# can someone steal my internet without...



## tizzertazzer (Mar 17, 2008)

Can my neighbor steal my internt without me having a wireless router. I have cable dsl with no wireless router. My neighbor recently asked my girfriend he was trying to get a connection from us but he needed a password. Is it possible for him to steal my internet? I thought only way was if I had a wireless router. Any answers will be appreciated


----------



## christopher2405 (May 2, 2007)

As far as I'm aware, you need some form of router (wired or wireless) to share your internet connection with anyone.
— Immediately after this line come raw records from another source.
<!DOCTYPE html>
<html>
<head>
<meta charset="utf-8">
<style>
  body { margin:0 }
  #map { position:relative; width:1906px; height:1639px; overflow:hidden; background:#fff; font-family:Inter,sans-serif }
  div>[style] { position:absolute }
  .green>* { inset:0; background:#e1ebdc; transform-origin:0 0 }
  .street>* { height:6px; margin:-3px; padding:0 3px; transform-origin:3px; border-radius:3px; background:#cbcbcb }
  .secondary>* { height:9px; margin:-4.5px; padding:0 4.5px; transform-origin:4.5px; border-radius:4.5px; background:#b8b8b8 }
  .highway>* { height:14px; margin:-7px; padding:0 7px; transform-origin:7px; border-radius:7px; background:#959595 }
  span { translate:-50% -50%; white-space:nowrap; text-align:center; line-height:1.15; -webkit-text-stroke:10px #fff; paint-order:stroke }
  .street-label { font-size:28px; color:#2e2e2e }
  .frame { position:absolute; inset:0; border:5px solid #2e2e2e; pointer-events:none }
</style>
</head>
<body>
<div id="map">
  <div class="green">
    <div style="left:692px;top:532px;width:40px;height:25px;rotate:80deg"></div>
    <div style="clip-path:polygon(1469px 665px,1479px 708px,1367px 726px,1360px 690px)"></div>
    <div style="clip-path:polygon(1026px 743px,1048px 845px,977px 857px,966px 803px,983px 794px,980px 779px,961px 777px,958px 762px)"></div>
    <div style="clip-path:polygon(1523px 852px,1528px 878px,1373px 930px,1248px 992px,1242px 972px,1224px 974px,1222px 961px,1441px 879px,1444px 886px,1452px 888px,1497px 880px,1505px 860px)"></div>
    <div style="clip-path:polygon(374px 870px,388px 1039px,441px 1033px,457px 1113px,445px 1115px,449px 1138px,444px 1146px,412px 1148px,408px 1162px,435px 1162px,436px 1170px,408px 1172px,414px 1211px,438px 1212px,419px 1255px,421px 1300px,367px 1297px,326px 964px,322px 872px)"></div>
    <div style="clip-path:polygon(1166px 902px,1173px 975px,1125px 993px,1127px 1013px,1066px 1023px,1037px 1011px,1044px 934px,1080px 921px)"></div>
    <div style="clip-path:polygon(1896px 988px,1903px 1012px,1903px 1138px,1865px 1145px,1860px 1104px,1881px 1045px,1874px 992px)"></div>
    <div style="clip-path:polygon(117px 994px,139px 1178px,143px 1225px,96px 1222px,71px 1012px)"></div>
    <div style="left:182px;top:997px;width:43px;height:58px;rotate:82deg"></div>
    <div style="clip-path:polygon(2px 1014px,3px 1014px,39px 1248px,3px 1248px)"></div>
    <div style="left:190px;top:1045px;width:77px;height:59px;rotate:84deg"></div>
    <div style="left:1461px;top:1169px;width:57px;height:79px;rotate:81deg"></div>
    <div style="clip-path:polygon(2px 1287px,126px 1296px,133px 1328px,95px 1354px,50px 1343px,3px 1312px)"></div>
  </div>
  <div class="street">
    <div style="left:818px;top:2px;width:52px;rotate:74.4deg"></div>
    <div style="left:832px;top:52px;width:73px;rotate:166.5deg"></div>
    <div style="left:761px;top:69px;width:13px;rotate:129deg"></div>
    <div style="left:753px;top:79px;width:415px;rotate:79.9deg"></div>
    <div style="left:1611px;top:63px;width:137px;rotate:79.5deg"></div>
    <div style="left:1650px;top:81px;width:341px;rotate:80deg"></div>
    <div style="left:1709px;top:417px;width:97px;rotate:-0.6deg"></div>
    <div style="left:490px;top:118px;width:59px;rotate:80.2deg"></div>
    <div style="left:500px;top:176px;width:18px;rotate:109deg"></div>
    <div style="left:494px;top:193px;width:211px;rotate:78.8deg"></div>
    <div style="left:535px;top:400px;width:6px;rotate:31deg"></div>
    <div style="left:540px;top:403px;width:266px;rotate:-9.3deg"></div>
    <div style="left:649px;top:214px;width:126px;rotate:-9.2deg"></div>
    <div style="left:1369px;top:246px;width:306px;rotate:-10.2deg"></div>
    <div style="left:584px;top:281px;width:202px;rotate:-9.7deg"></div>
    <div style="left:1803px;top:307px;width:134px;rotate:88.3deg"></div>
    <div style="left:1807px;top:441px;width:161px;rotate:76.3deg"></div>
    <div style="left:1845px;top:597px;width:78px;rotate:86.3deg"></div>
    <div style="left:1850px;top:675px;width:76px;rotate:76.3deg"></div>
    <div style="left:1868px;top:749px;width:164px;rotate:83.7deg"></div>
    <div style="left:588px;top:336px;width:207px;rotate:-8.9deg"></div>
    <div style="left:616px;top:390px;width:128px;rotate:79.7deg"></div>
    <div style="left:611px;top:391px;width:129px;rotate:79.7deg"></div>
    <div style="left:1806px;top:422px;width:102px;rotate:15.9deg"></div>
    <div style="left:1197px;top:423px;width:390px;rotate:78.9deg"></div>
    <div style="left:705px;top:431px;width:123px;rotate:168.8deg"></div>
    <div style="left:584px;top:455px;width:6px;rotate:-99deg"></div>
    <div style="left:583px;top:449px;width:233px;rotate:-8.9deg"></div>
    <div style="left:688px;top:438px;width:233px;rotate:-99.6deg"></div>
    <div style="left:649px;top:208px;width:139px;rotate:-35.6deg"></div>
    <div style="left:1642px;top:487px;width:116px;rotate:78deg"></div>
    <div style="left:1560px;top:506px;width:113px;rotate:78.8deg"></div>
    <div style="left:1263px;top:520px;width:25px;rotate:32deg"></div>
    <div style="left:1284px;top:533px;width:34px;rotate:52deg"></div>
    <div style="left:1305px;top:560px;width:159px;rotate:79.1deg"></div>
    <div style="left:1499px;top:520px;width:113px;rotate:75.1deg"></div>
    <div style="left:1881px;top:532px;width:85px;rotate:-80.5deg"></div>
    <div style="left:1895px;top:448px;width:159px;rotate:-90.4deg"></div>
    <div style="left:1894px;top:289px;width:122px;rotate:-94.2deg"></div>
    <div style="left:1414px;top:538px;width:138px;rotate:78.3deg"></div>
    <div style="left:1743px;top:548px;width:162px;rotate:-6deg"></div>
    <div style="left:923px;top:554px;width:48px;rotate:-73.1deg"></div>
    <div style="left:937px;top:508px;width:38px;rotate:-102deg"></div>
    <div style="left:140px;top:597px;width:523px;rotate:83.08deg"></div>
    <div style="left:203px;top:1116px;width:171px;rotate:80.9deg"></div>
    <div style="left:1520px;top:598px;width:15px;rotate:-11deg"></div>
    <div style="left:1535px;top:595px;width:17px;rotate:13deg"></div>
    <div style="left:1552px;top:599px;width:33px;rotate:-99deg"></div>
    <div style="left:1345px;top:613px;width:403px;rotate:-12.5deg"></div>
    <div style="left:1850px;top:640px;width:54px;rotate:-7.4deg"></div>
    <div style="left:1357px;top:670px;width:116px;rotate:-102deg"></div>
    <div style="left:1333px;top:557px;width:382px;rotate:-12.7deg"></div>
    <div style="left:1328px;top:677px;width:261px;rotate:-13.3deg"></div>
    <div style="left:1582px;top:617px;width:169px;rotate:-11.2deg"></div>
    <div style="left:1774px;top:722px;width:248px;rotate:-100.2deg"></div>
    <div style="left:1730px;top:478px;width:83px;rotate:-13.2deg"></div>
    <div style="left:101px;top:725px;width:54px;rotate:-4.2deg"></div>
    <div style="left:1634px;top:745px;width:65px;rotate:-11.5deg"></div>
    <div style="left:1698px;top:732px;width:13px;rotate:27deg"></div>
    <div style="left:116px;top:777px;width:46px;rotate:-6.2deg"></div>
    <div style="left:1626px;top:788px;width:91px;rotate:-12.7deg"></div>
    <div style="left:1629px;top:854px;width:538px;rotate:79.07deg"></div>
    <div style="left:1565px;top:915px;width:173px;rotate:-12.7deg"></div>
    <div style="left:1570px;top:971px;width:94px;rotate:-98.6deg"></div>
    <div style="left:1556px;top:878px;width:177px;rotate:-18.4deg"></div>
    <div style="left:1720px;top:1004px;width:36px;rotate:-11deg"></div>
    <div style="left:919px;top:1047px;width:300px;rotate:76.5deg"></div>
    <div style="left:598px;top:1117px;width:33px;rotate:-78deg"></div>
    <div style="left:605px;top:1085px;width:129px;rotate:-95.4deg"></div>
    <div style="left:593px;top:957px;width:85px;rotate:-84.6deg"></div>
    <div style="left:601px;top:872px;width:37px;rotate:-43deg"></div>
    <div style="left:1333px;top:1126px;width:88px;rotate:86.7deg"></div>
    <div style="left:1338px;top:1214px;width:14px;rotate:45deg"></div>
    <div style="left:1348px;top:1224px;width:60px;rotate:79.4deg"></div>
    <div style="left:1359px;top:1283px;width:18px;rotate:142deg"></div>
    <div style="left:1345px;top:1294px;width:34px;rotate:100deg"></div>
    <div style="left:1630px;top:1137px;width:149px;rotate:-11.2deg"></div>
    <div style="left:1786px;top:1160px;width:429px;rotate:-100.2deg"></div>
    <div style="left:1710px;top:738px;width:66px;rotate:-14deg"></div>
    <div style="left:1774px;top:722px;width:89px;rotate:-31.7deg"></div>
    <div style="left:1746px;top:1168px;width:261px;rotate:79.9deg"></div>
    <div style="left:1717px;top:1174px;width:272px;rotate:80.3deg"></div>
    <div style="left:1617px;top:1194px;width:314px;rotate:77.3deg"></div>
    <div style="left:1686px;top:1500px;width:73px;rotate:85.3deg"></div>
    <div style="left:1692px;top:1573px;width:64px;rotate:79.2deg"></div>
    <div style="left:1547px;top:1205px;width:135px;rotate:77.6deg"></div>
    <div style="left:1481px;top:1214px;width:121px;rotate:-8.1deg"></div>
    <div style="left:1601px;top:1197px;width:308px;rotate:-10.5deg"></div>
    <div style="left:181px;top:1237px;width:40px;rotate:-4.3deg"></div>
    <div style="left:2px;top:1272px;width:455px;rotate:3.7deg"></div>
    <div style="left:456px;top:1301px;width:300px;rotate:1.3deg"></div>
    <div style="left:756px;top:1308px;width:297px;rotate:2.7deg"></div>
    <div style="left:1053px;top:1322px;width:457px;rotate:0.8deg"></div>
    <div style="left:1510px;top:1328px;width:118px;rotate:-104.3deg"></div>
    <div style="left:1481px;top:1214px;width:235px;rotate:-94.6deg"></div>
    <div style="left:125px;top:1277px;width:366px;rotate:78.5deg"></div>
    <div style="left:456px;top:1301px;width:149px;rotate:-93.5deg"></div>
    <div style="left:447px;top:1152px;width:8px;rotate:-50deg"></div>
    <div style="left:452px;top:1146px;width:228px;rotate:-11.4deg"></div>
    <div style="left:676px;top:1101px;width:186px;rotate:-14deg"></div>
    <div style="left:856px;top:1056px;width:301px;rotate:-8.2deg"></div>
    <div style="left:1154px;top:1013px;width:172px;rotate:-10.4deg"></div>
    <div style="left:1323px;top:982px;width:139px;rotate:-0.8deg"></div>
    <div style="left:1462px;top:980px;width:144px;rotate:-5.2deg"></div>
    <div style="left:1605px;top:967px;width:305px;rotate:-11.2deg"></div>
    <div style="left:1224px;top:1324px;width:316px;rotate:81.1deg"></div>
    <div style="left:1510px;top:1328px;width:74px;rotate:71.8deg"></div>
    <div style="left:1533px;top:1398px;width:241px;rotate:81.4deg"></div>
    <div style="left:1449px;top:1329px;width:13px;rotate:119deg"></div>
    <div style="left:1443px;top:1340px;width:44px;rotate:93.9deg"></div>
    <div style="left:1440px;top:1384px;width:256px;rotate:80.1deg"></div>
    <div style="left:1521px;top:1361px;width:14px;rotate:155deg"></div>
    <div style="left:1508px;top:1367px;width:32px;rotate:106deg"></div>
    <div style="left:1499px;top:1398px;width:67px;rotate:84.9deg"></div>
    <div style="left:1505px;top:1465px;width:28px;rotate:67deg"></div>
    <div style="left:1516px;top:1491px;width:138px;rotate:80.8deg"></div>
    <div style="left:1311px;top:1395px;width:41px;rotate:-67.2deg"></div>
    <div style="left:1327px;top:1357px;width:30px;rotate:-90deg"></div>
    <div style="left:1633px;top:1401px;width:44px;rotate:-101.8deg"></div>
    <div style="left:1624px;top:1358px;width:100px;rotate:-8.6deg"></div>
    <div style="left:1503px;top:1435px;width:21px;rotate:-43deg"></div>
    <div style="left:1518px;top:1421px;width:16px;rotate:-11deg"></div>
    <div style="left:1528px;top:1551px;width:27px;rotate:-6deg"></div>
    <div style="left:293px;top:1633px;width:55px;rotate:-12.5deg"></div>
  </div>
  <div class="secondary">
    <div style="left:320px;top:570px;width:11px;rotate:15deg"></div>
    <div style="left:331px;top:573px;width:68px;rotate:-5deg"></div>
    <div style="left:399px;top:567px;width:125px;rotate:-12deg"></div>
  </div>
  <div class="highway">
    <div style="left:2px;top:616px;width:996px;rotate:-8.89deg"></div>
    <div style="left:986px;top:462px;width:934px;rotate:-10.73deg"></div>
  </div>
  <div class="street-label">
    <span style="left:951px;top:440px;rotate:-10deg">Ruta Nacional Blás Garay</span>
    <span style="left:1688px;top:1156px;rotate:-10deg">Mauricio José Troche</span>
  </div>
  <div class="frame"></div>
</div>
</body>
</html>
If your neighbour was trying to access your internet, he would need either physical wired access to your modem or a connection to a wireless router.


----------



## jrdnair (Jun 2, 2007)

if you are using an SSID and password to access internet, you may not worry much. You are actually connected with a router. You can also change your internet access password and SSID (user ID). To do that you need to log in to the router. Try by http://routerlogin.net or gatewaylogin.net or use the IP address of your router. To find the router IP - Right click on 'My network places' > 'Properties > Status > click on Support. Find the Default Gateway IP. Just type this IP on your browser. You are in. Make necessary changes. Use the WPA-PSK security option for more secure. thanks


----------



## oldmn (Oct 16, 2005)

Hi tizzertazzer Welcome to TSF


tizzertazzer said:


> Can my neighbor steal my internt without me having a wireless router.
> NO
> I have cable dsl with no wireless router. My neighbor recently asked my girfriend he was trying to get a connection from us but he needed a password. You might talk to the neighbor's and let them know this guy is pirating one of there connections.
> This takes a lot of balls to do this.
> ...


You might have the cable company check your cable to make sure this person has not tapped your cable.


----------



## ejames82 (Oct 9, 2006)

> You might have the cable company check your cable to make sure this person has not tapped your cable


i think this can happen too. every time i go to the mailbox i check this, to make sure nobody is trying to steal it from me. though i think they need my password, i keep an eye on it anyway.


----------